Generating crypto material in production environments — Fabric CA

Akash Gupta
Theta One Software
Published in
4 min readJun 30, 2021

Blockchain technology has moved on and it’s becoming more and more to hear: “I don’t want to implement just a proof of concept; I want to go to production”.

Photo by FLY:D on Unsplash

Furthermore, the blockchain platform that day by day is more relevant and more used by is Hyperledger Fabric. This is due to its principal characteristics like the privacy between the different participants, the consensus mechanism, the implementation of the logic business, etc. In this article, we will focus on another of its particularities: identity management.

As you will know, in the platform the diverse entities that take part in the network (orderers, peers, users, etc.) are represented by X509 certificates. These types of certificates, nowadays, are the standard used in Public Key Infrastructure.

When a Hyperledger Fabric infrastructure is created, there are native tools that generate all the certificates required by all the identities participating in the use case. However, when going to production is the main requirement, the community recommends not to use them. To that, it is desirable to create Certificate Authorities to issue all those identities.

A Certificate Authority is a trusted entity that is responsible for issuing and revoking a specific type of certificate using digital signature.

So, when you are designing a Hyperledger Fabric-based network for a production environment you may have two alternatives:

  1. If the organization has its own Certificate Authority, it can be used to issue all the certificates.
  2. In case there isn’t the Certificate Authority it is possible to create a Hyperledger Fabric CA.

Fabric CA is a tool through which you can generate certificates. Let say you have 10 users then, 10 certificates get generated for 10 users. You can add additional information called as attributes in certificates. So this information is propagated to the system. Chaincodes (Smart Contracts in Blockchain) can read this data and perform different operations As this information is within certificates you can’t modify it which makes process secure.

You can generate certificates by specifying the username, password and affiliations which is called as Enrollment. With these certificates you have to sign each and every request. Some data of the certificates will be stored inside the ledger through which you can know who actually execute the operation.

Fabric CA Architecture

Initializing Fabric-CA Server

You can start with initializing Fabric CA Server. This provides an opportunity for you to generate a default configuration file that can be reviewed and customized before starting the server.

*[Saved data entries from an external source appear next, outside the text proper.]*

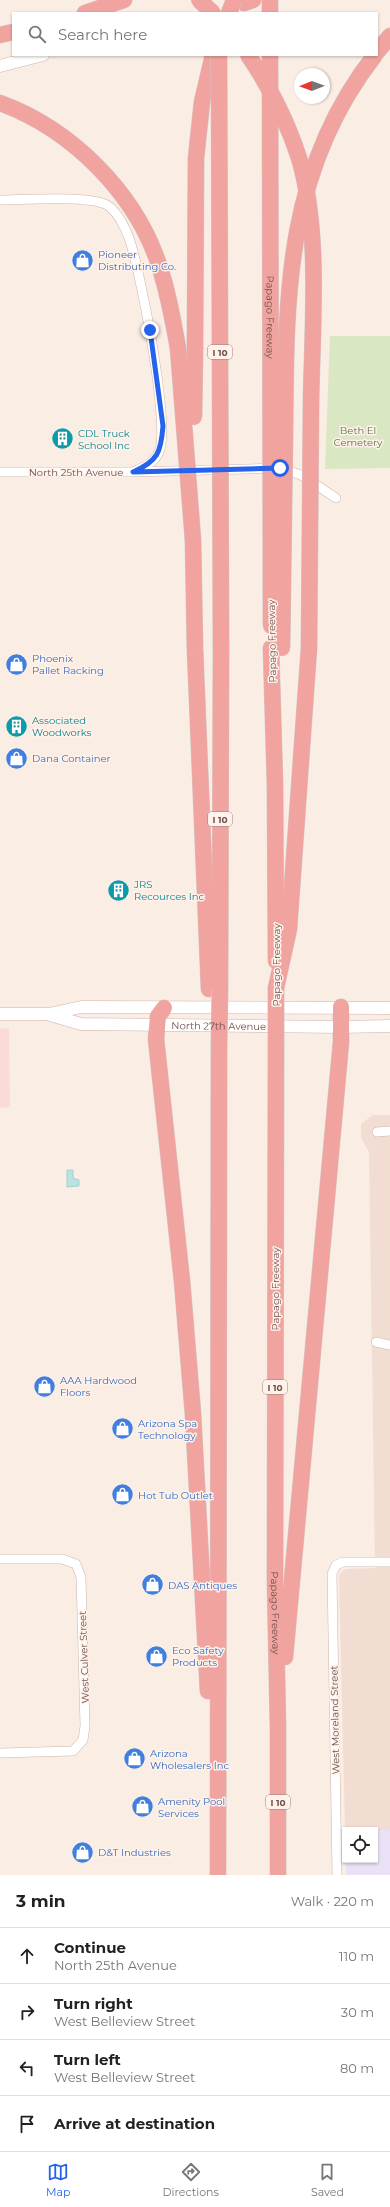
<!DOCTYPE html>
<html lang="en">
<head>
<meta charset="utf-8">
<style>
  body { margin:0; font-family:Montserrat,sans-serif; background:#f6f6f6; color:#222 }
  .controls { position:absolute; right:12px; bottom:12px; display:grid; overflow:hidden; border-radius:0px; box-shadow:0 1px 3px #0004 }
  .controls button { width:36px; height:36px; display:grid; place-items:center; padding:0; border:0; border-bottom:1px solid #e0e0e0; background:#fff; color:#222; font:20px sans-serif }
  .compass { position:absolute; left:294px; top:68px; width:36px; height:36px; border-radius:50%; background:#fff; box-shadow:0 1px 3px #0004; rotate:269deg }
  .stop { position:absolute; width:12px; height:12px; margin:-9px; border:3px solid #2563eb; border-radius:50%; background:#fff }
  .stop.end { background:#2563eb; border-color:#fff; box-shadow:0 1px 4px #0008 }
  .list { margin:0; padding:0; list-style:none }
  h2 { display:flex; justify-content:space-between; align-items:center; height:52px; margin:0; padding:0 16px; font-size:17px }
  h2 small { font-size:13px; font-weight:400; color:#767676 }
  .list li { display:grid; grid-template-columns:26px 1fr auto; gap:12px; align-items:center; box-sizing:border-box; height:56px; padding:0 16px; border-top:1px solid #e0e0e0 }
  .list b { display:block; font-size:15px; white-space:nowrap }
  .list p { margin:0; font-size:13px; white-space:nowrap; color:#767676 }
  .list em { font-size:13px; font-style:normal; color:#767676 }
  .icon { flex:none; width:22px; height:22px; fill:none; stroke:currentColor; stroke-width:2; stroke-linecap:round; stroke-linejoin:round }
  .map { position:relative; flex:none; width:390px; height:1875px; overflow:hidden }
  .search { position:absolute; background:#fff; box-shadow:0 1px 3px #0004; left:12px; right:12px; top:12px; height:44px; display:flex; align-items:center; gap:10px; box-sizing:border-box; padding:0 14px; border-radius:0px; color:#767676; font-size:15px }
  .sheet { height:276px; background:#fff }
  nav { display:flex; justify-content:space-around; align-items:center; box-sizing:border-box; height:56px; border-top:1px solid #e0e0e0; background:#fff; font-size:11px; color:#767676 }
  nav a { display:grid; justify-items:center; gap:2px }
  nav .on { color:#2563eb }
  .map>svg:first-child { display:block }
  .residential { fill:#f2ddd3 }
  .commercial { fill:#fadbd8 }
  .education { fill:#eae1f7 }
  .green { fill:#d9e7c3 }
  .water { fill:#bae2e0; stroke:#a1d3d1 }
  .lines { fill:none; stroke-linecap:round; stroke-linejoin:round }
  .street-casing { stroke:#cdb5ae; stroke-width:10 }
  .secondary-casing { stroke:#d0b4ac; stroke-width:13 }
  .highway-casing { stroke:#d4cbc9; stroke-width:17 }
  .street { stroke:#fff; stroke-width:9 }
  .secondary { stroke:#fff; stroke-width:12 }
  .highway { stroke:#f1a39f; stroke-width:16 }
  .highway-bridge-casing { stroke:#d4cbc9; stroke-width:17; stroke-linecap:butt }
  .highway-bridge { stroke:#f1a39f; stroke-width:16 }
  .route { stroke:#2563eb; stroke-width:5 }
  .labels { text-anchor:middle; dominant-baseline:central; stroke-width:3; stroke-linejoin:round; paint-order:stroke }
  .shield { fill:#fef2ea; stroke:#9b817b; stroke-width:1 }
  .shield-label { font-size:9px; font-weight:bold; fill:#71514b }
  .shop-label { font-size:10px; fill:#366cbe; stroke:#fef2ea; text-anchor:start }
  .street-label { font-size:10px; fill:#71514b; stroke:#fef2ea }
  .park-label { font-size:10px; fill:#5d7644; stroke:#fef2ea }
  .culture-label { font-size:10px; fill:#0d838f; stroke:#fef2ea; text-anchor:start }
</style>
</head>
<body>
<div class="map">
<svg width="390" height="1875" viewBox="0 0 390 1875">
  <rect width="100%" height="100%" fill="#faede4"/>
  <!-- residential -->
  <path class="residential" d="M373,1115h17v715h-45l-6,-254 3,-5 4,-2 29,-1 -6,-416 -8,-14v-14z"/>
  <!-- commercial -->
  <path class="commercial" d="M0,1028l9,1 1,78 -10,1z"/>
  <!-- education -->
  <path class="education" d="M345,1830v5v-5h45v45h-44v-15h29v-30z"/>
  <!-- green -->
  <path class="green" d="M330,336h60v132l-65,1z"/>
  <!-- water -->
  <path class="water" d="M67,1170h6v8l6,2v6l-12,1z"/>
  <g class="lines">
    <defs>
      <path id="street" d="M0,200c22,0 96,-6 110,7 9,8 15,20 19,31 11,31 42,189 30,214 -5,11 -15,15 -26,20
        M0,472h133l147,-4 21,7 35,23
        M377,1132l13,-1
        M376,1342l14,3
        M0,1559h62l14,5 5,13 4,149 -2,14 -10,11 -73,2
        M337,1875l-5,-301 4,-9 7,-3h47"/>
      <g id="secondary">
        <path d="M0,66l43,-11"/>
        <path d="M0,1014h49l32,-7 309,1"/>
        <path id="s1" d="M50,1015l31,9 260,3 49,-1"/>
      </g>
      <g id="highway">
        <path d="M270,0v13"/>
        <path d="M244,3l9,-3"/>
        <path d="M85,13l39,-13"/>
        <path d="M0,35l13,-3"/>
        <path d="M377,52l13,-16"/>
        <path d="M0,103c71,26 135,89 159,162 9,27 14,55 19,83"/>
        <path d="M195,347l1,-189 6,-56 11,-47"/>
        <path d="M193,540l2,109 14,340"/>
        <path d="M271,648l4,137 1,176"/>
        <path d="M276,988l13,-59 20,-281"/>
        <path d="M220,989l1,-341"/>
        <path d="M164,1008l-6,8 -2,23 26,242 11,133 15,277"/>
        <path id="s2" d="M276,1046l-1,536 3,146v147"/>
        <path d="M285,1657l56,-615v-35"/>
        <path d="M218,1875l1,-831"/>
      </g>
    </defs>
    <!-- street casing -->
    <use href="#street" class="street-casing"/>
    <!-- secondary casing -->
    <use href="#secondary" class="secondary-casing"/>
    <!-- highway casing -->
    <use href="#highway" class="highway-casing"/>
    <!-- street -->
    <use href="#street" class="street"/>
    <!-- secondary -->
    <use href="#secondary" class="secondary"/>
    <!-- highway -->
    <use href="#highway" class="highway"/>
    <defs>
      <g id="highway-bridge">
        <path d="M199,0l14,13"/>
        <path d="M229,13l5,-13"/>
        <path d="M219,55l2,593"/>
        <path d="M248,55c22,32 39,66 51,103 22,74 13,169 12,246 -1,81 -2,162 -2,244"/>
        <path id="s3" d="M270,55l1,571"/>
        <path d="M178,348l15,192"/>
        <path d="M194,417l1,-70"/>
        <path d="M282,648c1,-72 2,-144 3,-215 1,-139 0,-263 90,-378"/>
        <path d="M219,1044l1,-55"/>
        <path d="M276,1046v-58"/>
      </g>
    </defs>
    <!-- highway-bridge casing -->
    <use href="#highway-bridge" class="highway-bridge-casing"/>
    <!-- highway-bridge -->
    <use href="#highway-bridge" class="highway-bridge"/>
  </g>
  <g class="lines">
    <!-- route -->
    <path class="route" d="M150,330l13,96c-2,26 -5,35 -30,46l147,-4"/>
  </g>
  <!-- icons -->
  <defs>
    <symbol id="shop-disc" viewBox="-11 -11 22 22"><circle r="9.5" fill="#3f7fe0" stroke="#fef2ea"/><path d="M-5-2.5h2.3a2.7 3.5 0 0 1 5.4 0H5L5.5 6h-11ZM-1.5-2.5h3a1.5 2.3 0 0 0-3 0Z" fill="#fff"/></symbol>
    <symbol id="building-disc" viewBox="-11 -11 22 22"><circle r="9.5" fill="#0f9aa8" stroke="#fef2ea"/><path d="M-4-6H4V6H1V3H-1V6H-4ZM-2.5-4.3h1.7v1.8h-1.7ZM.8-4.3h1.7v1.8H.8ZM-2.5-1h1.7V.8h-1.7ZM.8-1h1.7V.8H.8Z" fill="#fff"/></symbol>
  </defs>
  <g fill-rule="evenodd">
    <use href="#shop-disc" x="70" y="248" width="25" height="25"/>
    <use href="#building-disc" x="50" y="426" width="25" height="25"/>
    <use href="#shop-disc" x="4" y="652" width="25" height="25"/>
    <use href="#building-disc" x="4" y="714" width="25" height="25"/>
    <use href="#shop-disc" x="4" y="746" width="25" height="25"/>
    <use href="#building-disc" x="106" y="878" width="25" height="25"/>
    <use href="#shop-disc" x="32" y="1374" width="25" height="25"/>
    <use href="#shop-disc" x="110" y="1416" width="25" height="25"/>
    <use href="#shop-disc" x="110" y="1482" width="25" height="25"/>
    <use href="#shop-disc" x="140" y="1572" width="25" height="25"/>
    <use href="#shop-disc" x="144" y="1644" width="25" height="25"/>
    <use href="#shop-disc" x="122" y="1746" width="25" height="25"/>
    <use href="#shop-disc" x="130" y="1794" width="25" height="25"/>
    <use href="#shop-disc" x="70" y="1840" width="25" height="25"/>
  </g>
  <g class="labels">
    <!-- shield labels -->
    <g class="shield">
      <rect x="208" y="345" width="24" height="14" rx="3"/>
      <rect x="208" y="812" width="24" height="14" rx="3"/>
      <rect x="263" y="1380" width="24" height="14" rx="3"/>
      <rect x="266" y="1795" width="24" height="14" rx="3"/>
    </g>
    <g class="shield-label">
      <text x="220" y="352">I 10</text>
      <text x="220" y="819">I 10</text>
      <text x="275" y="1387">I 10</text>
      <text x="278" y="1802">I 10</text>
    </g>
    <!-- shop labels -->
    <g class="shop-label">
      <text x="98" y="254">Pioneer<tspan x="98" dy="12">Distributing Co.</tspan></text>
      <text x="32" y="658">Phoenix<tspan x="32" dy="12">Pallet Racking</tspan></text>
      <text x="32" y="758">Dana Container</text>
      <text x="60" y="1380">AAA Hardwood<tspan x="60" dy="12">Floors</tspan></text>
      <text x="138" y="1423">Arizona Spa<tspan x="138" dy="12">Technology</tspan></text>
      <text x="138" y="1495">Hot Tub Outlet</text>
      <text x="168" y="1585">DAS Antiques</text>
      <text x="172" y="1650">Eco Safety<tspan x="172" dy="12">Products</tspan></text>
      <text x="150" y="1753">Arizona<tspan x="150" dy="12">Wholesalers Inc</tspan></text>
      <text x="158" y="1801">Amenity Pool<tspan x="158" dy="12">Services</tspan></text>
      <text x="98" y="1852">D&amp;T Industries</text>
    </g>
    <!-- street labels -->
    <g class="street-label">
      <text stroke="none"><textPath href="#s3" startOffset="262">Papago Freeway</textPath></text>
      <text x="76" y="472">North 25th Avenue</text>
      <text transform="translate(272 641) rotate(-91)">Papago Freeway</text>
      <text transform="translate(276 965) rotate(-90)">Papago Freeway</text>
      <text stroke="none"><textPath href="#s1" startOffset="170">North 27th Avenue</textPath></text>
      <text transform="translate(275 1289) rotate(-90)">Papago Freeway</text>
      <text stroke="none"><textPath href="#s2" startOffset="567">Papago Freeway</textPath></text>
      <text transform="translate(84 1657) rotate(-92)">West Culver Street</text>
      <text transform="translate(335 1720) rotate(-91)">West Moreland Street</text>
    </g>
    <!-- park labels -->
    <g class="park-label">
      <text x="358" y="430">Beth El<tspan x="358" dy="12">Cemetery</tspan></text>
    </g>
    <!-- culture labels -->
    <g class="culture-label">
      <text x="78" y="433">CDL Truck<tspan x="78" dy="12">School Inc</tspan></text>
      <text x="32" y="720">Associated<tspan x="32" dy="12">Woodworks</tspan></text>
      <text x="134" y="884">JRS<tspan x="134" dy="12">Recources Inc</tspan></text>
    </g>
  </g>
</svg>
<div class="controls">
<button><svg class="icon" aria-label="locate" viewBox="0 0 24 24"><circle cx="12" cy="12" r="6"/><path d="M12 2v4M12 18v4M2 12h4M18 12h4"/></svg></button>
</div>
<svg class="compass" viewBox="-18 -18 36 36"><path d="M0-13l5 13h-10z" fill="#e53935"/><path d="M0 13l5-13h-10z" fill="#767676"/></svg>
<div class="stop" style="left:280px;top:468px"></div>
<div class="stop end" style="left:150px;top:330px"></div>
<div class="search"><svg class="icon" aria-label="search" viewBox="0 0 24 24"><circle cx="10" cy="10" r="6"/><path d="M15 15l6 6"/></svg>Search here</div>
</div>
<section class="sheet">
<h2>3 min<small>Walk · 220 m</small></h2>
<ul class="list">
<li><svg class="icon" aria-label="ahead" viewBox="0 0 24 24"><path d="M12 20V5M6 11l6-6 6 6"/></svg><div><b>Continue</b><p>North 25th Avenue</p></div><em>110 m</em></li>
<li><svg class="icon" aria-label="right" viewBox="0 0 24 24"><path d="M7 20v-9h11M14 6l5 5-5 5"/></svg><div><b>Turn right</b><p>West Belleview Street</p></div><em>30 m</em></li>
<li><svg class="icon" aria-label="left" viewBox="0 0 24 24"><path d="M17 20v-9H6M10 6l-5 5 5 5"/></svg><div><b>Turn left</b><p>West Belleview Street</p></div><em>80 m</em></li>
<li><svg class="icon" aria-label="arrive" viewBox="0 0 24 24"><path d="M6 21V4h12l-3 4 3 4H6"/></svg><div><b>Arrive at destination</b></div></li>
</ul>
</section>
<nav>
<a class="on"><svg class="icon" aria-label="map" viewBox="0 0 24 24"><path d="M3 6l6-2 6 2 6-2v14l-6 2-6-2-6 2zM9 4v14M15 6v14"/></svg>Map</a>
<a><svg class="icon" aria-label="directions" viewBox="0 0 24 24"><path d="M12 3l9 9-9 9-9-9zM9 14v-3h6M13 9l2 2-2 2"/></svg>Directions</a>
<a><svg class="icon" aria-label="saved" viewBox="0 0 24 24"><path d="M7 4h10v16l-5-4-5 4z"/></svg>Saved</a>
</nav>
</body>
</html>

fabric-ca-server init -b admin:adminpw

Here, -b specifies the name and password for a bootstrap identity. The fabric-ca-server init command generates a default configuration file named fabric-ca-server-config.yaml in the server’s home directory as shown below:

Starting the Fabric-CA Server

If earlier the Fabric-CA server is not initialized, it will initialize itself when started for the first time that will generate the ca-cert.pem and ca-key.pem files.

fabric-ca-server start -b admin:adminpw

Now, the Fabric CA server should be up and running listening on port 7054.

Enrolling the bootstrap identity

Now, run fabric-ca-client enroll command to enroll the identity. For example, following command enrolls an identity whose ID is admin and password is adminpw by calling Fabric CA server that is running locally at 7054 port.

fabric-ca-client enroll -u http://admin:adminpw@localhost:7054

The enroll command stores an enrollment certificate (ECert), corresponding private key and CA certificate chain PEM files in the subdirectories of the Fabric CA client’s msp directory. You can even configure identity ID and password in the fabric-ca-server-config.yaml file.

Registering a new identity

The identity performing the register request must be currently enrolled, and must also have the proper authority to register the type of the identity that is being registered. If the invoker’s identity has the hf.Registrar.Roles attribute with a value of peer, app, user, the invoker can register identities of type peer, app and user.

fabric-ca-client register --id.name admin1 --id.affiliation org1.department1 --id.attrs 'hf.Revoker=true,admin=true:ecert' --id.type user

The command above uses the admin identity’s credentials to register a new user with an enrollment id of “admin1”, an affiliation of “org1.department1”, an attribute named “hf.Revoker” with a value of “true”, and an attribute named “admin” with a value of “true”. The “:ecert” suffix means that by default the “admin” attribute and its value will be inserted into the user’s enrollment certificate, which can then be used to make access control decisions.

Registering a new identity will print the password, also known as the enrollment secret. This password is required to enroll the identity.

Enrolling a peer identity

Now that you have successfully registered a peer identity, you may now enroll the peer given the enrollment ID and secret (i.e. the password from the previous section).

fabric-ca-client enroll -u http://peer1:<password>@localhost:7054

Congrats! Finally, you are able to setup your own CA Server for the enrollment and signing of new identities required for your application.